Top of Record set

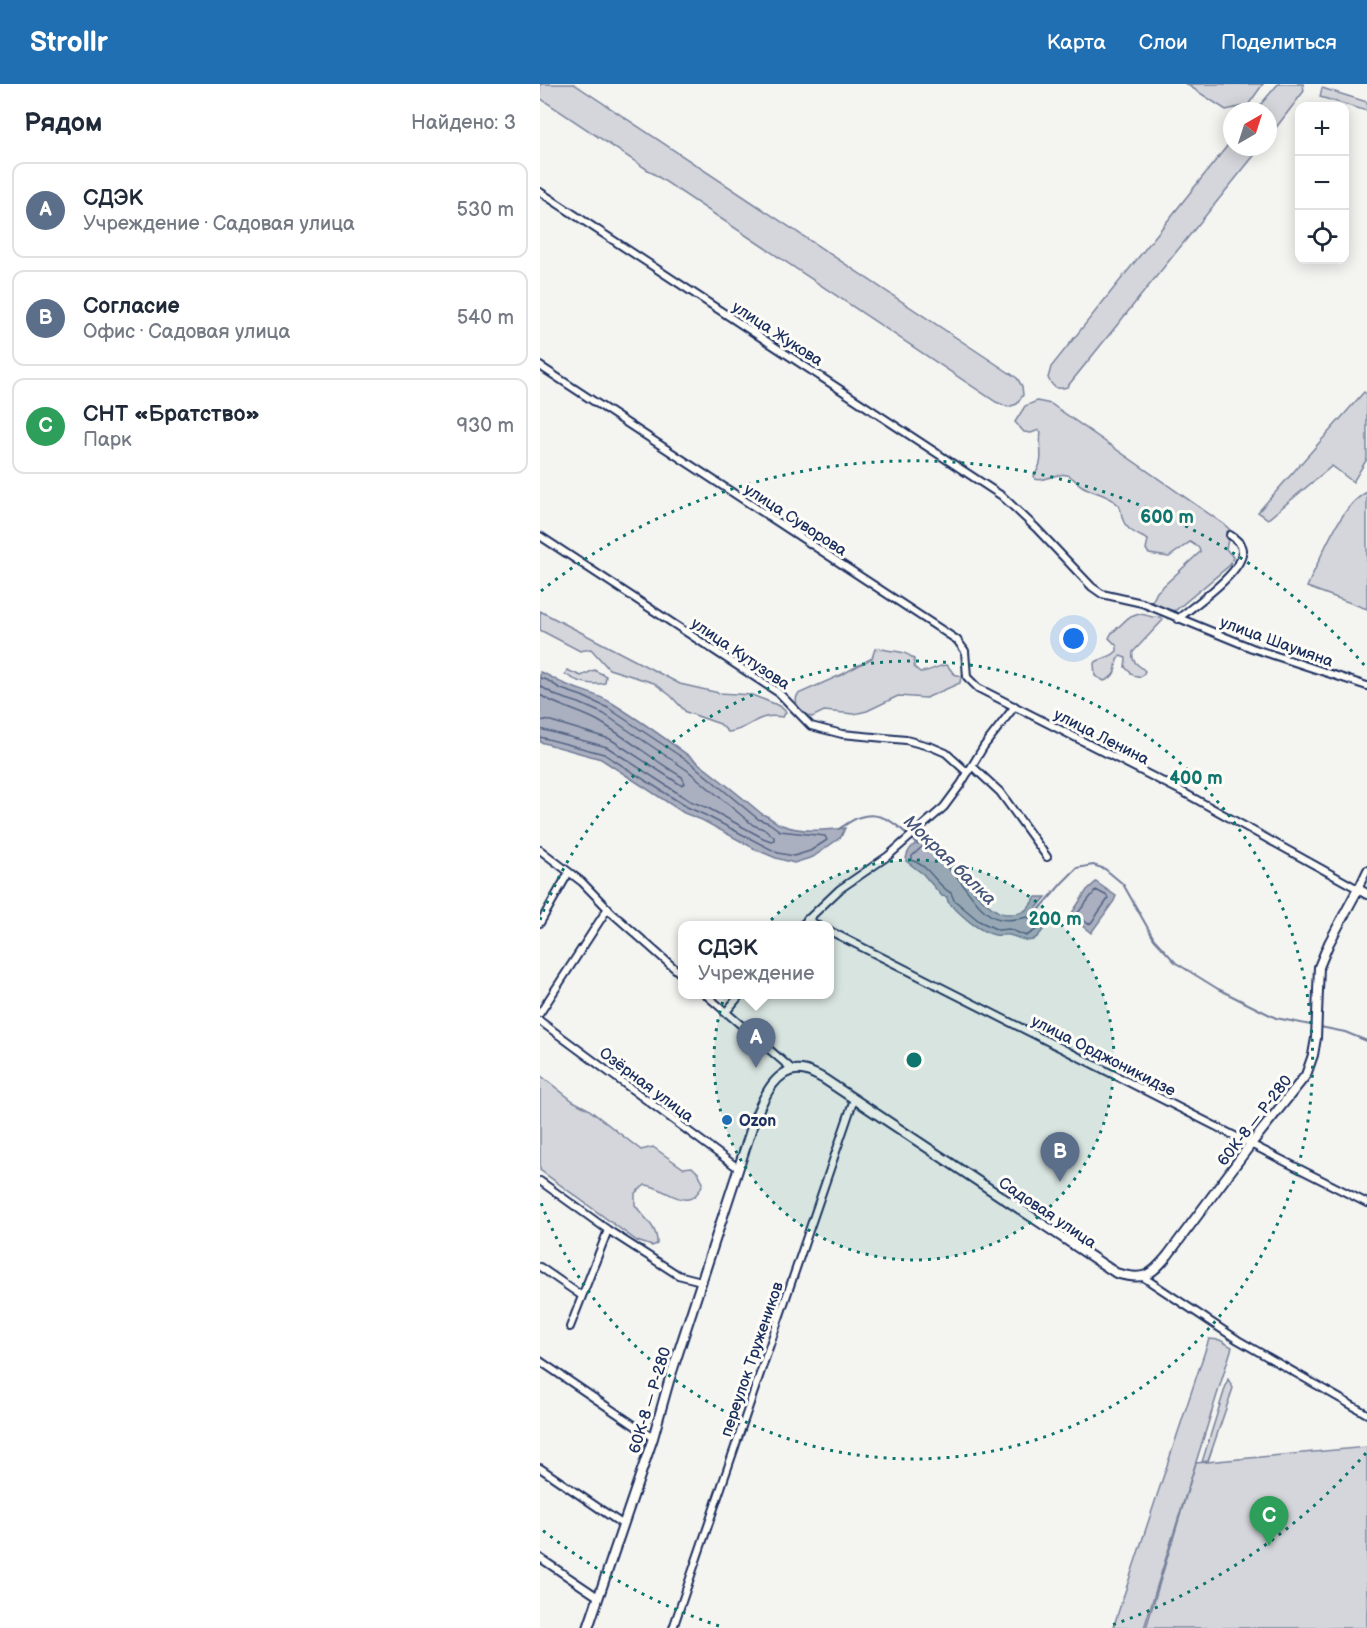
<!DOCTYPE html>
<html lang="ru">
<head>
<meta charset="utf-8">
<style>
	body { margin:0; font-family:"Balsamiq Sans",sans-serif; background:#f6f6f7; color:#1f2937 }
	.controls { position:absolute; right:18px; top:18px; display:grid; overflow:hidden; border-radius:12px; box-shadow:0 3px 15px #0003 }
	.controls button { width:54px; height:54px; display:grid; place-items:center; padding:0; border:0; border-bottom:2px solid #e0e1e3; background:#fff; color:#1f2937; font:30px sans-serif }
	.compass { position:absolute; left:683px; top:18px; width:54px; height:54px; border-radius:50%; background:#fff; box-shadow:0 3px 15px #0003; rotate:39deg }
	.you { position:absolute; left:534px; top:555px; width:21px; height:21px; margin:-15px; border:4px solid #fff; border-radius:50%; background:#1a73e8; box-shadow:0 0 0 9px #1a73e833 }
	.badge { display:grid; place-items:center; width:39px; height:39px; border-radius:50%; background:#1f6fb2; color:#fff; font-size:20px; font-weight:700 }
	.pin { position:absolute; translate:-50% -50px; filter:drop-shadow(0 2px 3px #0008) }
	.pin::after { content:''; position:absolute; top:32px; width:21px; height:18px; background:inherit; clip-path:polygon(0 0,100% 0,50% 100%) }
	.popup { position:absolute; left:138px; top:837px; width:156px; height:78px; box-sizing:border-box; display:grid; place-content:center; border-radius:12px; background:#fff; filter:drop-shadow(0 2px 4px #0005); font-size:20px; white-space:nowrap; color:#747a83 }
	.popup b { font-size:22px; color:#1f2937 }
	.popup::after { content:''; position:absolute; left:50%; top:100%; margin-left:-12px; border:12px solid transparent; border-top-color:#fff }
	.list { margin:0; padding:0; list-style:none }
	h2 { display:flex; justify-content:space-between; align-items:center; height:78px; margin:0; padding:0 24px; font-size:26px }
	h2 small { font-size:20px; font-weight:400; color:#747a83 }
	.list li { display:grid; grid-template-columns:39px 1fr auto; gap:18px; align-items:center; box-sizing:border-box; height:96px; margin:0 12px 12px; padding:0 12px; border:2px solid #e0e1e3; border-radius:12px }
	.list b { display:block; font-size:22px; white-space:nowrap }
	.list p { margin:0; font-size:20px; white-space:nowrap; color:#747a83 }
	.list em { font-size:20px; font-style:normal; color:#747a83 }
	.icon { flex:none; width:33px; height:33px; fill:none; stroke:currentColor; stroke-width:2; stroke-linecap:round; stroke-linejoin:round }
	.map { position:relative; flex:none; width:827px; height:1544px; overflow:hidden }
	header { display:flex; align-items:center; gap:36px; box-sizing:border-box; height:84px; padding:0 30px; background:#1f6fb2; color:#fff }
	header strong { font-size:28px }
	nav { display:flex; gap:33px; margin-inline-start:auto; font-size:21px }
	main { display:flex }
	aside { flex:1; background:#fff }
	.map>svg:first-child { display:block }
</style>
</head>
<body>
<header>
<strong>Strollr</strong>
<nav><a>Карта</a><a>Слои</a><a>Поделиться</a></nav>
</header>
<main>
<aside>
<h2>Рядом<small>Найдено: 3</small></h2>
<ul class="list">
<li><span class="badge" style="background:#5c6f8a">A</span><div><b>СДЭК</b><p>Учреждение · Садовая улица</p></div><em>530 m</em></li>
<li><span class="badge" style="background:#5c6f8a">B</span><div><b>Согласие</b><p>Офис · Садовая улица</p></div><em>540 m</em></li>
<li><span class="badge" style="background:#2e9e5b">C</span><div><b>СНТ «Братство»</b><p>Парк</p></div><em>930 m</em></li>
</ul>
</aside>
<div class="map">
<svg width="827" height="1544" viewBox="0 0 827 1544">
	<rect width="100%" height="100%" fill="#f4f4f1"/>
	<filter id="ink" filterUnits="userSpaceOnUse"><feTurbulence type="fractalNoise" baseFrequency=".0167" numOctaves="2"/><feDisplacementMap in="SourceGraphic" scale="12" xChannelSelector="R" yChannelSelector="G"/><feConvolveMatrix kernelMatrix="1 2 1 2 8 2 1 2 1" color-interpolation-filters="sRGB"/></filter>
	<g filter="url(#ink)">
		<path fill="#d4d6db" stroke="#78829c" stroke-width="1.5" d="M0,0H34L477,294L482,302L483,311L477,320L468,323L456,318L0,14Z
			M646,0H723L708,21L686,26Z
			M738,0H763L764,7L728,54V27H715Z
			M782,4L827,18V27L780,13Z
			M692,56V63H721L527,303C517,306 513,304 508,294L511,283Z
			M824,308L827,310V375L813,398L792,382L728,435L718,428Z
			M497,317L511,320L685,441L690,446L686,465L693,473L690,481L636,526C628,528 618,524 612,518L617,508L660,468L659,464L650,458L629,473L609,470L606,465L608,456C599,451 587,447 583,436C581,431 582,427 579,422C571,411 553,409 542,402C537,399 532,392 527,391C515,388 505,399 495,395L494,392C506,374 498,368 501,348L499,346L491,349L484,348L475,338L485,322Z
			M827,408V525L767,503C780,475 800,421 827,408Z
			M0,527L140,600L179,609L212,611L240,622L246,628L243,633C215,628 211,646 188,648L180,640L146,628L131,612L114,599L69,585L51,565L40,567L0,546Z
			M599,530C608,530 611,535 620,533L623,536L593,568C591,580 599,580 605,587C600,601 590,588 585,583L586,574L580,572L577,576C576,587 575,593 564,597L555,592L554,579C562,573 569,575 577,567V562L569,554L571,550L588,534Z
			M340,564C352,569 364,565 374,575V583L380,588C390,588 398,581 407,581L414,590L421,592L420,599L386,614L358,612L327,627L314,630L284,627L272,633C262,630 252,620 258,610L303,590L332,574L335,565Z
			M27,586L41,592L54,586L66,592L65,599C52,602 36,598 25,590Z
			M0,991L33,1017L48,1025L101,1066L113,1063L143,1084L152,1083L159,1090L163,1099C149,1134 126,1102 105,1101L95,1109V1121C104,1134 118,1143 117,1160L112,1162L97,1157L0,1086Z
			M669,1255L680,1256L692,1263L604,1544H573Z
			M688,1295L693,1304L668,1377L662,1378Z
			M827,1363V1544H606L656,1379Z"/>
		<path fill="#aab0bf" stroke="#717c98" stroke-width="1.5" d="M0,588C10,591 16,597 25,600C41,607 57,610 72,619C125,652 174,690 222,730C231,733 235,739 242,741C261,749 286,746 305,744L301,753L273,773L254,779L236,774L217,766L162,736L144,729L61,675L0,658Z
			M385,752C412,771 429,811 457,827C463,831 478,831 484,827C489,825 492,817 496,813H506L494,827L495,832L503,838L505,843C491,864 488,856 469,851C464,850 460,852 455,851C435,846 422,831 408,818L407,813L402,812L383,790L366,777C366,764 376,760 385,752Z
			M556,798L576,812L574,817L551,849L530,832L547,806Z"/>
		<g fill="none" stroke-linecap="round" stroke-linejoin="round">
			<path stroke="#546385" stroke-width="1.5" d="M0,594L7,596L21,605L42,612L68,624L152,680L218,735L229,739L240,747L285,752L287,756L270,767L254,772L238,769L165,731L147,723L64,670L0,653
				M0,602L17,612L39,619L64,630L147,686L213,741L226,746L234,753V756L231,757L223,754L168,724L150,717L67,663L0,645
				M0,611C19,623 41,627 60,638C88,655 114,676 142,693L145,699L141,701L70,655L11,637L0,636
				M384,761L387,762C397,772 407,782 417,793C427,805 442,832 460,835C469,837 479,835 488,833L497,841L496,846L486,852L469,845L458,846L439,837L414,816L411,809C400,803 395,793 385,784C382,781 376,778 372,776V772Z
				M556,806L567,812L568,815L551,839L548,840L537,830Z"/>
			<path stroke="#717c98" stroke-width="2" d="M299,745C305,741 313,735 320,733C344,725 363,746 378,761
				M493,833L522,799L537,784L553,781L565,785L583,800L614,855L636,879L678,905L736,934L805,948L827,957"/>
			<defs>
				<path id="minor" d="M0,108L462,412L496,444L552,503L562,510L602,519L712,564L827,602
					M0,282L417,556L425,567L427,593L438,604L641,707L818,805L827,786
					M0,452L239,609L271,642L302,650L366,656L392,663L406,669L428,689
					M638,535C654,521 700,490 702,470C703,460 697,456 690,451
					M432,682L460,708L507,773
					M0,766L42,798L72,829L142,891
					M267,835L279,842
					M0,839L29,788
					M261,842L300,805L348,772L404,723L421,700L444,662L475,622
					M290,847L827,1119
					M165,910L253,986
					M0,929L68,824
					M185,929L201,910
					M0,937L198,1084
					M0,1097L68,1146L138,1191L161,1197
					M0,1183L42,1212
					M603,1193L698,1256L827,1330
					M30,1243L68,1146
					M0,1277L113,1354
					M0,1384L82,1440
					M0,1474L58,1513
					M133,1544L314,1015"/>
				<path id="tertiary" d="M48,1544L113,1354L129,1297L215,1034C223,1015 236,982 262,986C270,987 277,991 284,995L576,1189C603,1197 610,1193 628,1171L711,1060L766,991L773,971L776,954L779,883L789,859L818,805L827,810"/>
			</defs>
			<use href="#minor" stroke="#1b2f5e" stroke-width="10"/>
			<use href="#tertiary" stroke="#1b2f5e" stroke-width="12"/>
			<use href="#minor" stroke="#fdfcf7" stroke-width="6"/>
			<use href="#tertiary" stroke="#fdfcf7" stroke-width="8"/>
		</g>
	</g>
	<circle cx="374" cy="976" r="200" fill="#0f766e" fill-opacity=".12"/>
	<g fill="none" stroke="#0f766e" stroke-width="3" stroke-dasharray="3 6">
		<circle cx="374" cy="976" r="200"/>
		<path d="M0 836A399 399 0 1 1 0 1116"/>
		<path d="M826 1369A599 599 0 0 1 569 1542M179 1542A599 599 0 0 1 1 1445M1 507A599 599 0 0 1 826 583"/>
	</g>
	<circle fill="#1f6fb2" stroke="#fdfcf7" stroke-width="2" cx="187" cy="1036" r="6"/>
	<g text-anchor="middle" stroke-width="6" stroke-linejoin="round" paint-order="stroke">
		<g font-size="16" fill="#1b2f5e" stroke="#fdfcf7">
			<text transform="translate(238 249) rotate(33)" y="6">улица Жукова</text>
			<text transform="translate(256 435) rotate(33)" y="6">улица Суворова</text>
			<text transform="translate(737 557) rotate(20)" y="6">улица Шаумяна</text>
			<text transform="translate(201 569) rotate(34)" y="6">улица Кутузова</text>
			<text transform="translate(562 652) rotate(27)" y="6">улица Ленина</text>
			<text transform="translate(564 971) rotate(27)" y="6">улица Орджоникидзе</text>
			<text transform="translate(107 1000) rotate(37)" y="6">Озёрная улица</text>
			<text transform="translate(714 1036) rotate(-52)" y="6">60К-8 — Р-280</text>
			<text transform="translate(508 1128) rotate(34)" y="6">Садовая улица</text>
			<text transform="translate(211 1275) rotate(-71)" y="6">переулок Тружеников</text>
			<text transform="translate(109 1316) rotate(-73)" y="6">60К-8 — Р-280</text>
		</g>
		<g font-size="16" font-weight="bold" fill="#1b2f5e" stroke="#fdfcf7" text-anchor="start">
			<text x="199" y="1042">Ozon</text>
		</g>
		<g font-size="18" font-style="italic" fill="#46567b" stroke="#fdfcf7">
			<text transform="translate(410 776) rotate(44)" y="6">Мокрая балка</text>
		</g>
	</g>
	<circle cx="374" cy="976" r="9" fill="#0f766e" stroke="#fdfcf7" stroke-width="3"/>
	<g font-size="18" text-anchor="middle" font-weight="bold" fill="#0f766e" stroke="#fdfcf7" stroke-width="6" stroke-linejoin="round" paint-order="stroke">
		<text x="627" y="439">600 m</text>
		<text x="656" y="700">400 m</text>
		<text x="515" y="841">200 m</text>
	</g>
</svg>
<div class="controls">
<button>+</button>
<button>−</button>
<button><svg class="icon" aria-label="locate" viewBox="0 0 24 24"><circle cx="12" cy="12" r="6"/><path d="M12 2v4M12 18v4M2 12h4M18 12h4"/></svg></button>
</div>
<svg class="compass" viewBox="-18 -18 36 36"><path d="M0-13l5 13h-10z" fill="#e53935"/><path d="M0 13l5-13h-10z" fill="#747a83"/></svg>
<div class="you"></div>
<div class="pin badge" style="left:216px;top:984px;background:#5c6f8a">A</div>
<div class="popup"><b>СДЭК</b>Учреждение</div>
<div class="pin badge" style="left:520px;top:1098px;background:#5c6f8a">B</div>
<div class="pin badge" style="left:729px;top:1462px;background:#2e9e5b">C</div>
</div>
</main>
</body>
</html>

Bottom of Record set

### [Goal of the exercise]
Among the lines of the material above, find those with the word "compass". Copy each one.

### [The completed task]
	.compass { position:absolute; left:683px; top:18px; width:54px; height:54px; border-radius:50%; background:#fff; box-shadow:0 3px 15px #0003; rotate:39deg }
<svg class="compass" viewBox="-18 -18 36 36"><path d="M0-13l5 13h-10z" fill="#e53935"/><path d="M0 13l5-13h-10z" fill="#747a83"/></svg>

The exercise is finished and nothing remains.